Brandel Zachernuk: The expressive repertoire of Morris dancing is limited and has limited external legibility to many people. Most people aren’t very good at it, and most people aren’t very good at reading it. But nevertheless, it’s a piece of media and it’s a piece that can be authored and considered and designed and sort of considered along with the sort of the the rest of the slate of things, attributes and dimensions that exist for that media. And yeah, like in that same sense, we you should have a tool that obliges you to consider the image and the description. Maybe actually being able to kind of trigger all of the Philips hue light bulbs in a in an area to be able to say what color the the the light should be when somebody is reading it. If somebody has a preferred sort of repertoire of scents that should be playing over the over the olfaction sort of systems in the area, those are all not real today but could be just as valid as mechanisms. And so yeah what what the boundaries of, of a text are what you mean by sort of composing, arranging and presenting and excluding various aspects of the sort of the things that you understood or thought about as a consequence of building them are really interesting, really provocative. But we also don’t know and for for human agents, but also for non-human agents of the kind that we don’t have good enough models for today.

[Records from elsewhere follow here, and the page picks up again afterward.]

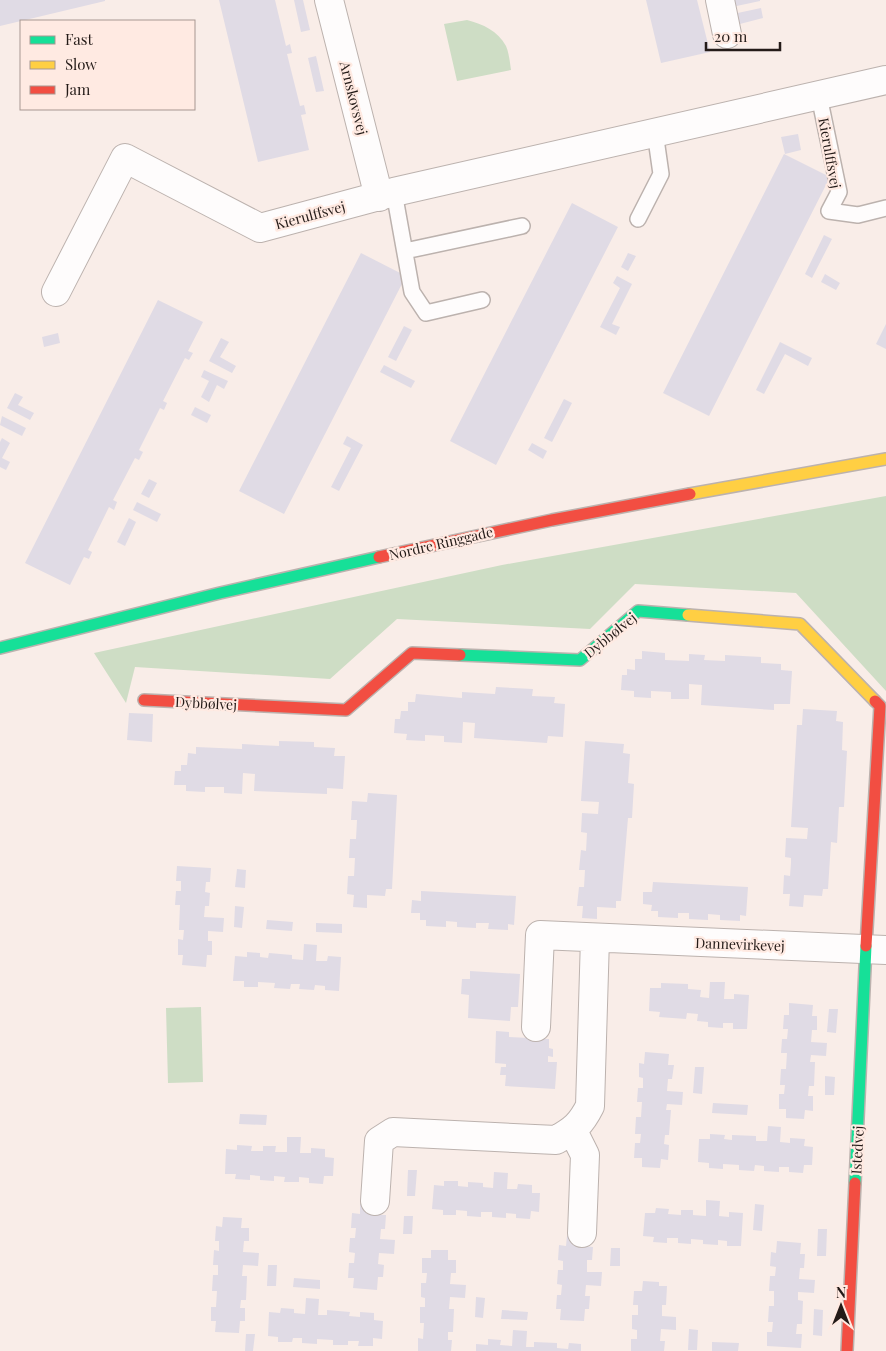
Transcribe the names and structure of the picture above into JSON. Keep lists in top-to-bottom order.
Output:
{
  "streets": {
    "street": [
      "Arnskovsvej",
      "Kierulffsvej",
      "Nordre Ringgade",
      "Dybbølvej",
      "Dannevirkevej",
      "Istedvej"
    ]
  },
  "crossings": [
    ["Arnskovsvej", "Kierulffsvej"],
    ["Dybbølvej", "Dannevirkevej"],
    ["Dybbølvej", "Istedvej"],
    ["Dannevirkevej", "Istedvej"]
  ],
  "legend": ["Fast", "Slow", "Jam"],
  "scale_bar": "20 m",
  "north": "top"
}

Frode Hegland: Yes, Superimportant We are over time. Today I’m okay. Going further if you guys are. Um. I think we’ve gotten onto a really good topic and I certainly don’t want to cut them off. Do you guys want to do another 15? If someone has to leave, they have to leave. I mean, Brandel. I believe you have a job somewhere in some kind of a fruit orchard or something.

Speaker5: But yeah.

Brandel Zachernuk: I’ve got to drop in a few minutes. But yeah, I’m okay to listen rather than just talk and then leave.

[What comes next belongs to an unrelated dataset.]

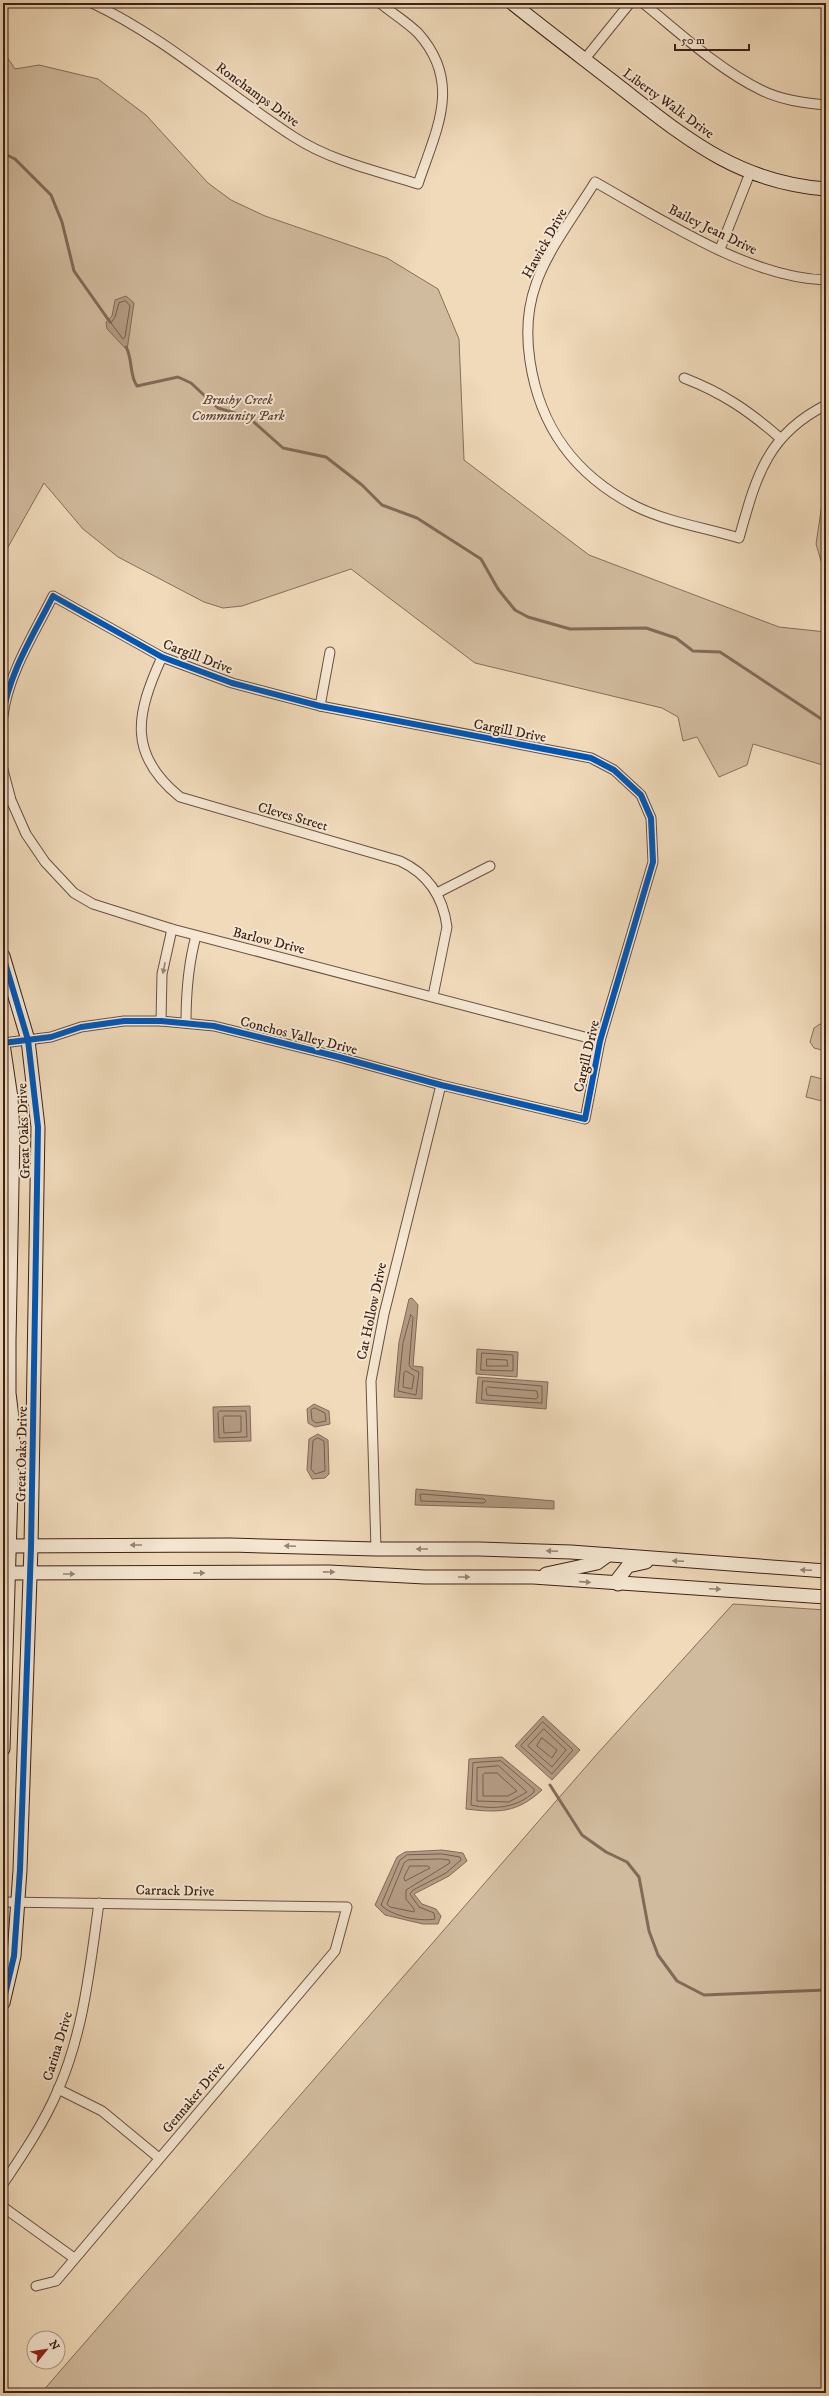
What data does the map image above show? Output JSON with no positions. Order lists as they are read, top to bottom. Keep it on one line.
{"streets":{"street":["Ronchamps Drive","Liberty Walk Drive","Bailey Jean Drive","Hawick Drive","Cargill Drive","Cleves Street","Barlow Drive","Conchos Valley Drive","Great Oaks Drive","Cat Hollow Drive","Carrack Drive","Carina Drive","Gennaker Drive"]},"crossings":[["Bailey Jean Drive","Hawick Drive"],["Cargill Drive","Cleves Street"],["Cargill Drive","Barlow Drive"],["Cargill Drive","Conchos Valley Drive"],["Cleves Street","Barlow Drive"],["Conchos Valley Drive","Great Oaks Drive"],["Conchos Valley Drive","Cat Hollow Drive"],["Great Oaks Drive","Carrack Drive"],["Carrack Drive","Carina Drive"],["Carrack Drive","Gennaker Drive"]],"parks":["Brushy Creek Community Park"],"scale_bar":"50 m","north":"top right"}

Frode Hegland: All right. Leon, please.

Leon Van Kammen: Thanks. Very interesting points. Brandel. At some point I. I heard something like image. Is that correct?

Alan Laidlaw: Original emoji. It’s a it’s a term of endearment for rappers.

Brandel Zachernuk: Og is Opengraph. It’s the open graph protocol was defined by Facebook. So when you post a link in Facebook, then you get a picture and a paragraph. Similar thing for Twitter. So it’s a it’s a sort of a requisite component of a lot of people’s media authoring is to be able to say like and similar for the keyword keywords, the meta equivalents in the hypertext document of like this page is like that page. But in this language for something that Apple went through a whole spate of in order to make sure that non-English search results turned up with the proper priority in those languages and things.

Frode Hegland: I prefer Allen’s definition, but whatever.

Speaker5: Sorry to bring it down.

Leon Van Kammen: Yeah, that is very, very useful. I was also thinking about, um, this might be a bit of a sidestep, but going back to Frode earlier questions like, you know, if we have this spatial era in front of us and we have other ways of representing text, I can also imagine that, um, you know this and I’m going back to the summary. Sorry for that. I’m not sorry, but I can imagine the summaries might also indicate that we’re overloaded with context and people overvalue their time because of that. And because of that, they don’t want to read too much and they want to be sure before they read something, you know, what is the summary? So maybe, uh, let’s say an XR reader application would be, uh, perhaps, um. A supporting a format which always starts with the first page is a is a summary. So then it would only show that that summary page and maybe it could be a small, a spec or a specification that every sentence on that first page of, of the summary, if you click on it, it will basically search in the document for exactly that same phrase. Maybe it’s a it’s a chapter or it’s a but then you can basically go further into detail or um, so yeah, I think this summary could be, um, maybe replacing this whole index, which is usually in books like most of the time you have no idea what these words mean, but if it’s in a, in a, in context, in a small summary, you might, might have a much better entry point to, you know, maybe, maybe read more or not. So that’s just my few cents here.

Speaker5: Okay.

Frode Hegland: I’ve got a dollar on that, Not a cent, Yes, there would be nice people won’t do it. We should develop systems to fake it. Helen.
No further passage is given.